Mi ha commosso assistere da lettrice alla struggente ma silenziosa lotta interiore della protagonista. Una ragazza pura, violata nella sua intimità e depredata per sempre di quella sana ingenuità che è propria solo delle persone d’animo buono. La protagonista non si ama, non pensa di meritare amore per via del suo aspetto e così finisce per cadere della trappola di un diabolico e vile approfittatore.
Salve Attilio.
Bel racconto, intenso, scritto bene.
Personalmente mi è mancato il passaggio tra l’incontro del prete al mercato e la decisione di Fiorellina di tornare.
Mi è mancato il dialogo interiore della ragazza che decide di concedersi e il motivo per cui lo fa (nel testo solo parzialmente accennato) nello spartiacque della storia.

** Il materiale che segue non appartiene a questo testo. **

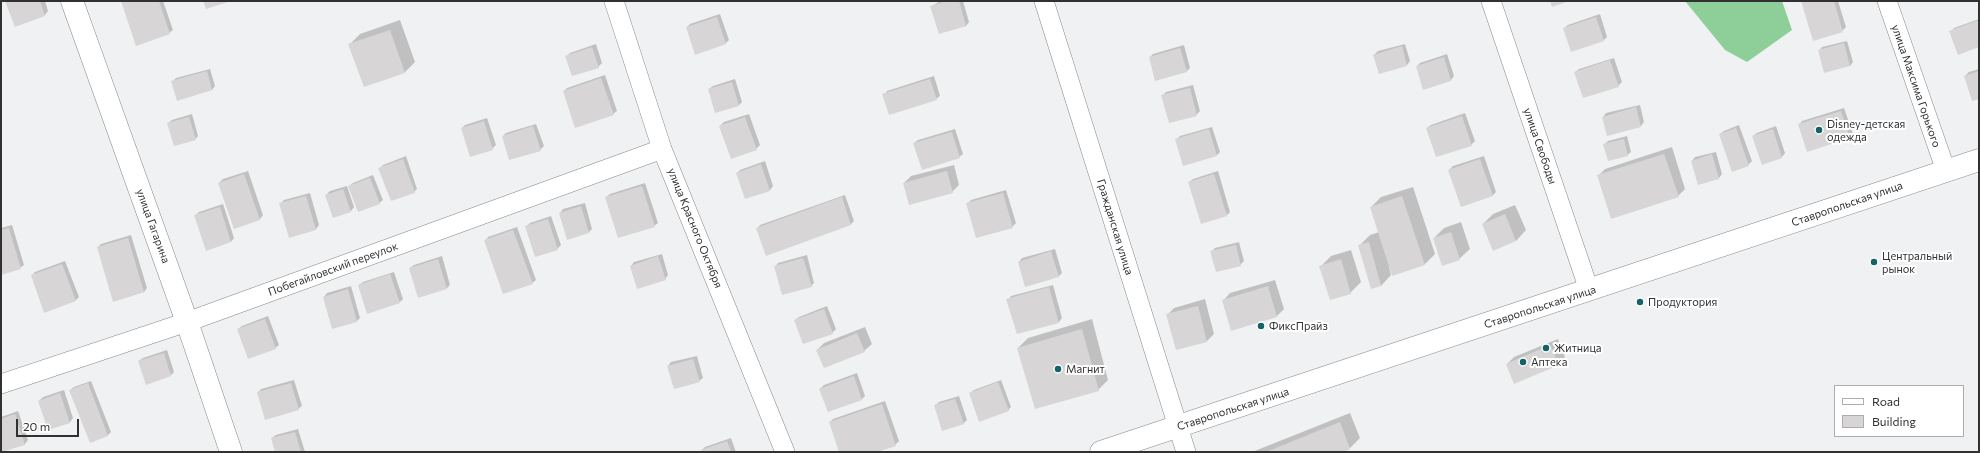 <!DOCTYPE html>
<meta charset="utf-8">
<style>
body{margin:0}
#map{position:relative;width:1980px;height:453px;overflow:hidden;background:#f0f1f2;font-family:Commissioner,sans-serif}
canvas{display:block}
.frame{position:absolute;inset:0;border:2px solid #313132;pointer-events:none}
.legend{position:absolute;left:1834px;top:385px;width:130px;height:52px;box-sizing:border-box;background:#fff;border:1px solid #adadad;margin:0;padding:5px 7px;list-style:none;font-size:12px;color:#313132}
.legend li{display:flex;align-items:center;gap:8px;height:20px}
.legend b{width:20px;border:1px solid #adadad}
.scale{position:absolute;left:16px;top:419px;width:63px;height:18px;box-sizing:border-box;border:2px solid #313132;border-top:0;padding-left:5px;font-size:12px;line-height:14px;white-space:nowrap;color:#313132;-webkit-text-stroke:3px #fff;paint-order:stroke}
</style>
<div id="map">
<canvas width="1980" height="453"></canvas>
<div class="frame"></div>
<ul class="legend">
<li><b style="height:5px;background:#fff"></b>Road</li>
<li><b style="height:11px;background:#d7d5d5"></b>Building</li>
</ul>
<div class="scale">20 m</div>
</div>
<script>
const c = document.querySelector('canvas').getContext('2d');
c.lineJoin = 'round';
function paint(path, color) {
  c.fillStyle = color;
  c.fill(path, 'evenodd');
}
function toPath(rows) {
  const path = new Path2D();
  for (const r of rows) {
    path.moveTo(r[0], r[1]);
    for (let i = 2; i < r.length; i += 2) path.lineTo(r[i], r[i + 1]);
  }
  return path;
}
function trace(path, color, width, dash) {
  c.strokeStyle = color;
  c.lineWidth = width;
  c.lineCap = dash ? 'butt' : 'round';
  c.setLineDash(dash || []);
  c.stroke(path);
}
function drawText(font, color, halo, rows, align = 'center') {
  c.font = font + ' Commissioner,sans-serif';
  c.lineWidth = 4;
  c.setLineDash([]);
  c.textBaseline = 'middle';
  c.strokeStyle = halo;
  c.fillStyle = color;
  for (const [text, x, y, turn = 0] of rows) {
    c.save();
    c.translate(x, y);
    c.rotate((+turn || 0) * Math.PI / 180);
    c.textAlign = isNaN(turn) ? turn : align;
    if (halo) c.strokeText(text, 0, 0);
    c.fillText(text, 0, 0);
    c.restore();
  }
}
paint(toPath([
 [1685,1,1782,1,1792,30,1747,62,1725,50]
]), '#8ecf99');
paint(toPath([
 [6,1,45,1,48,11,45,15,15,26],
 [122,1,163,1,173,30,169,33],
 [940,1,963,1,969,22,966,26,939,33,932,6],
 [1802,1,1838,1,1846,27,1842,31],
 [720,14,729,40,725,44,687,27,690,24],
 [1600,14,1607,37,1604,40,1564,28,1568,25],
 [1979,19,1979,46,1951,32,1954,28],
 [400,20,415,62,405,72,364,86,350,44,360,34],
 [1847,41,1853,62,1850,66,1819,51,1822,47],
 [596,44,602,63,598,67,567,56,570,53],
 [1405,44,1410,61,1407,65,1379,73,1374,55,1378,51],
 [1184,45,1190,68,1187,71,1150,57,1153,54],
 [1447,54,1454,76,1451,80,1417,66,1420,63],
 [1614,58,1622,82,1618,86,1575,72,1579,69],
 [210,69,215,86,212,90,177,99,172,82,176,78],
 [1979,69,1979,98,1965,76,1969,72],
 [605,75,617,111,613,114,564,91,567,88],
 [934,76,940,96,936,99,884,95,887,91],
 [735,79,742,102,739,105,709,89,713,86],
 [1193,85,1200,111,1196,115,1162,96,1166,92],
 [1640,105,1644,122,1641,126,1608,135,1603,117,1606,113],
 [1844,108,1853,134,1849,137,1799,125,1802,121],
 [1465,113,1475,141,1471,145,1427,128,1431,125],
 [192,114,198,136,195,139,168,123,172,120],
 [749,114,760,145,756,149,720,126,724,122],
 [487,118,496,145,492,149,462,128,465,125],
 [536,124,544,146,540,150,503,136,506,133],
 [1739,125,1752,161,1748,165,1720,134,1724,131],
 [1776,126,1785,153,1782,157,1763,164,1753,136,1757,133],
 [1212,127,1220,152,1217,155,1176,140,1180,136],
 [955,129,963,154,959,157,914,143,918,140],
 [1627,136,1631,152,1627,155,1605,144,1608,141],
 [1672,147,1685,189,1678,196,1598,176,1605,169],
 [1716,152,1722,174,1719,178,1698,184,1692,161,1695,157],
 [406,156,417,189,414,192,380,168,383,165],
 [1484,156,1496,192,1493,195,1462,206,1449,170,1453,166],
 [765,161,773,186,770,190,746,198,737,173,740,170],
 [954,165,959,185,952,192,904,183,911,176],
 [248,171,263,215,260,219,235,227,219,183,223,179],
 [1218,171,1230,212,1227,215,1189,182,1193,179],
 [373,175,383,200,379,203,349,186,353,183],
 [645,183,658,223,654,226,606,197,610,194],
 [347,186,354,207,351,211,333,217,326,195,330,191],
 [1413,187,1435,254,1425,264,1389,267,1391,275,1381,286,1360,245,1370,235,1379,232,1371,207,1381,197],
 [1006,190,1016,223,1012,227,967,204,971,200],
 [310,193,319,225,316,229,290,236,280,204,284,200],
 [845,195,854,221,851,224,767,255,757,229,760,225],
 [585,203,592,229,589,232,568,239,560,213,563,209],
 [223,204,234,238,231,242,196,215,199,212],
 [1515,205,1526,230,1516,241,1483,224,1493,214],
 [551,216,561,245,557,249,526,227,530,223],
 [1461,222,1470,249,1459,259,1434,238,1444,228],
 [12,225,24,265,20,268,1,274,1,228],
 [517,227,536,280,532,283,485,241,488,237],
 [131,235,147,288,144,292,114,301,98,247,101,244],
 [1239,242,1244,261,1240,265,1211,252,1215,248],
 [1055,249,1062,273,1059,276,1019,262,1022,258],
 [1351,250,1361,282,1350,293,1321,266,1331,256],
 [662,254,668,275,665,279,631,266,634,262],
 [807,255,814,283,811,286,775,267,778,263],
 [442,256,450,285,447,288,419,296,410,268,414,265],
 [65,261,79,297,75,301,32,275,35,272],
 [394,272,403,299,400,302,359,285,363,282],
 [1275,280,1284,309,1277,316,1223,301,1230,293],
 [1053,285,1062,318,1059,322,1017,333,1008,300,1011,296],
 [351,286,360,318,357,321,324,297,327,293],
 [1205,299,1214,334,1207,341,1177,349,1167,315,1174,308],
 [827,306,836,329,832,333,795,320,799,317],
 [268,316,279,345,275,348,238,329,242,326],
 [1092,319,1108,380,1098,390,1018,348,1028,338],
 [865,327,872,344,864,351,817,350,824,343],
 [1558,339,1565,357,1558,365,1507,364,1514,357],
 [167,350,174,372,171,375,139,361,143,358],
 [697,356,703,378,699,381,668,366,671,362],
 [857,373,865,396,862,399,820,389,824,385],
 [294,380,302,406,298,409,258,393,261,389],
 [1001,380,1011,407,1008,410,970,393,974,390],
 [91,381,111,432,107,436,70,390,74,387],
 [64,390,73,418,70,422,49,429,39,401,43,397],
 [959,396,967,420,963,424,935,406,939,402],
 [885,401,899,441,895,445,874,452,840,452,830,422,833,419],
 [18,411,28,440,25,444,1,452,1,417],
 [1350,413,1360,438,1350,448,1341,452,1252,452],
 [298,429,305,452,276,452,272,438,276,435],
 [731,438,736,452,703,452,702,450,705,447]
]), '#0003');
paint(toPath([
 [5,1,40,1,45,16,15,27],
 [121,1,159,1,170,34,136,46],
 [203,1,231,1,206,9],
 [947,1,959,1,966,26,939,34,930,6],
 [1550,1,1569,1,1552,7],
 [1801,1,1834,1,1843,32,1813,41],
 [717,17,726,44,695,55,686,27],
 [1596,17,1604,41,1571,52,1563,28],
 [1979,20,1979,47,1958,55,1949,31],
 [390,30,405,73,364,87,348,44],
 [1844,43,1850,66,1824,73,1818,50],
 [1402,46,1407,66,1379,74,1373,55],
 [592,47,599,68,572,76,565,56],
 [1180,48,1187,72,1155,81,1149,57],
 [1444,57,1451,81,1423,90,1416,66],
 [1610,60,1619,87,1583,98,1574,72],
 [207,71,212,90,177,101,171,81],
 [1979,71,1979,99,1972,101,1964,76],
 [601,78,614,115,575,128,563,91],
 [930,79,937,100,889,115,882,94],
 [732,82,739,106,715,113,708,89],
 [1190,88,1197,116,1169,123,1161,95],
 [1636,107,1641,127,1607,136,1602,117],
 [1841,111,1850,138,1807,152,1798,124],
 [1462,116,1472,146,1436,157,1426,128],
 [189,117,196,140,174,146,167,123],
 [745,117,757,150,731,159,719,126],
 [484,121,493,150,470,157,461,128],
 [533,126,541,151,509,160,502,136],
 [1736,128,1749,166,1732,172,1719,134],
 [1209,129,1217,156,1183,166,1175,139],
 [1773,129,1782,158,1762,165,1752,136],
 [952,132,960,158,922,170,913,143],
 [1624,139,1628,156,1608,161,1603,144],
 [1664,154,1679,197,1611,219,1597,175],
 [1712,154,1719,179,1698,185,1691,161],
 [403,159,415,193,391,201,378,168],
 [1480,159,1493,196,1461,207,1448,170],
 [761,164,770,191,745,199,736,173],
 [947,171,953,193,909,205,903,183],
 [244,174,260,220,234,229,218,183],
 [1214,174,1227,216,1201,224,1188,182],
 [370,178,380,204,358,212,348,186],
 [642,186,655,227,618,238,605,197],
 [343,189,351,212,333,218,325,195],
 [1003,193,1013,228,976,238,966,203],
 [306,196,316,230,289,238,279,203],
 [1402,196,1425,265,1392,276,1370,207],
 [842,197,851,225,766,256,756,228],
 [581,206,589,233,567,240,559,213],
 [220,207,231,242,206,251,194,215],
 [1505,214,1516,241,1493,251,1482,224],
 [548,219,558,250,535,257,525,226],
 [9,228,21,269,1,275,1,230],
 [513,230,533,284,503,294,484,240],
 [1451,232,1460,260,1442,266,1433,238],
 [128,238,144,292,113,302,97,247],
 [1369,242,1381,286,1371,289,1358,245],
 [1236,245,1241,266,1216,272,1210,251],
 [1051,251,1059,277,1025,287,1018,262],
 [658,256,666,280,637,289,630,266],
 [803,258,812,287,782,295,774,266],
 [438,259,447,289,418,298,409,268],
 [1341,259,1351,294,1330,300,1319,266],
 [62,264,76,301,44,313,31,275],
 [390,274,400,303,367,314,358,285],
 [1268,286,1277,317,1231,331,1222,300],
 [1049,287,1059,323,1017,334,1006,299],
 [348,289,357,322,332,329,323,297],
 [1198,306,1207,342,1176,350,1166,314],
 [824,309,833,334,803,344,794,320],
 [265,319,276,349,248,359,237,329],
 [1082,329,1099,391,1035,409,1017,348],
 [857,333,865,352,824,368,816,350],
 [1550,345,1559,365,1514,384,1506,364],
 [164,353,171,376,146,385,138,361],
 [693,359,700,382,674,389,667,366],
 [854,376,862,400,828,412,819,389],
 [998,382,1009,411,979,422,969,393],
 [88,383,108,436,90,443,69,390],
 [291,383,299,410,265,420,257,392],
 [60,393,70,423,48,430,38,401],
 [955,399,964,424,942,431,934,405],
 [882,404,896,446,877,452,839,452,829,422],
 [15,414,25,445,1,452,1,419],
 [1340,422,1350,449,1344,452,1266,452],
 [295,432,301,452,275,452,271,438],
 [727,441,731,452,701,452,701,450]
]), '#d7d5d5');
const minor = toPath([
 [614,1,662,149,785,452],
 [1044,1,1186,452],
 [1491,1,1589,290],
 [1887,1,1946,171],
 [1,384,187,322,662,149]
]);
const tertiary = toPath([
 [72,1,187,322,231,452],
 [1101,452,1979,160]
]);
trace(minor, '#88898a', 20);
trace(tertiary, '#88898a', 23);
trace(minor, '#fff', 19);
trace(tertiary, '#fff', 22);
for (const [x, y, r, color] of [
 [1819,130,4,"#146369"],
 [1874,262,4,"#146369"],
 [1640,302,4,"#146369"],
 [1261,326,4,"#146369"],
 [1546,348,4,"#146369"],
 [1523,362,4,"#146369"],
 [1058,369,4,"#146369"]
]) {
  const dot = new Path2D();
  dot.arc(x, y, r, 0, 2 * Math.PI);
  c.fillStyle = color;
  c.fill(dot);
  trace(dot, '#fff', 1.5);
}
drawText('11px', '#313132', '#fff', [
 ["улица Максима Горького",1916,86,71],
 ["улица Свободы",1540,146,71],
 ["Ставропольская улица",1847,204,-19],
 ["улица Гагарина",153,226,70],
 ["Гражданская улица",1115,227,73],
 ["улица Красного Октября",695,228,68],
 ["Побегайловский переулок",333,269,-20],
 ["Ставропольская улица",1540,307,-18],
 ["Ставропольская улица",1233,409,-18]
]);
drawText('11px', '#313132', '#fff', [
 ["Disney-детская",1827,124],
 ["одежда",1827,137],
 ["Центральный",1882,256],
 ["рынок",1882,269],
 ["Продуктория",1648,302],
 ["ФиксПрайз",1269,326],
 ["Житница",1554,348],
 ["Аптека",1531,362],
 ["Магнит",1066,369]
], 'left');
</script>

Essendo riuscita già a sottrarsi la prima volta, avrei ragionato più sul suo dibattito interiore.
Spero che questi commenti risultino costruttivi (i soli complimenti non aiutano a crescere, se non nell’autostima).
Attilio del Giudice
gio 27 giu, 00:00 (2 giorni fa)
a biusofabrizio
Caro Fabrizio, ti ringrazio veramente molto, specialmente per le tue perplessità, che erano e sono anche le mie. Naturalmente cerco di dare qualche spiegazione anche a me stesso: Il personaggio col tempo e con la cognizione del dolore acquista la possibilità di un dibattito interiore, ma nel momento della seduzione è evidentemente vulnerabile, incapace di accondiscendere, ma anche di opporsi. Subisce l’abuso, e resta innocente, rendendosi involontariamente appetibile a chi proprio da questa adolescenziale ingenuità trae il piacere sessuale. Però, ripeto, qualche dubbio mi appartiene ancora, considerando, peraltro, la meccanica narrativa e la relativa ricezione. Grazie mille, mi ha fatto piacere che il racconto sia stato preso in considerazione da uno scrittore del tuo livello.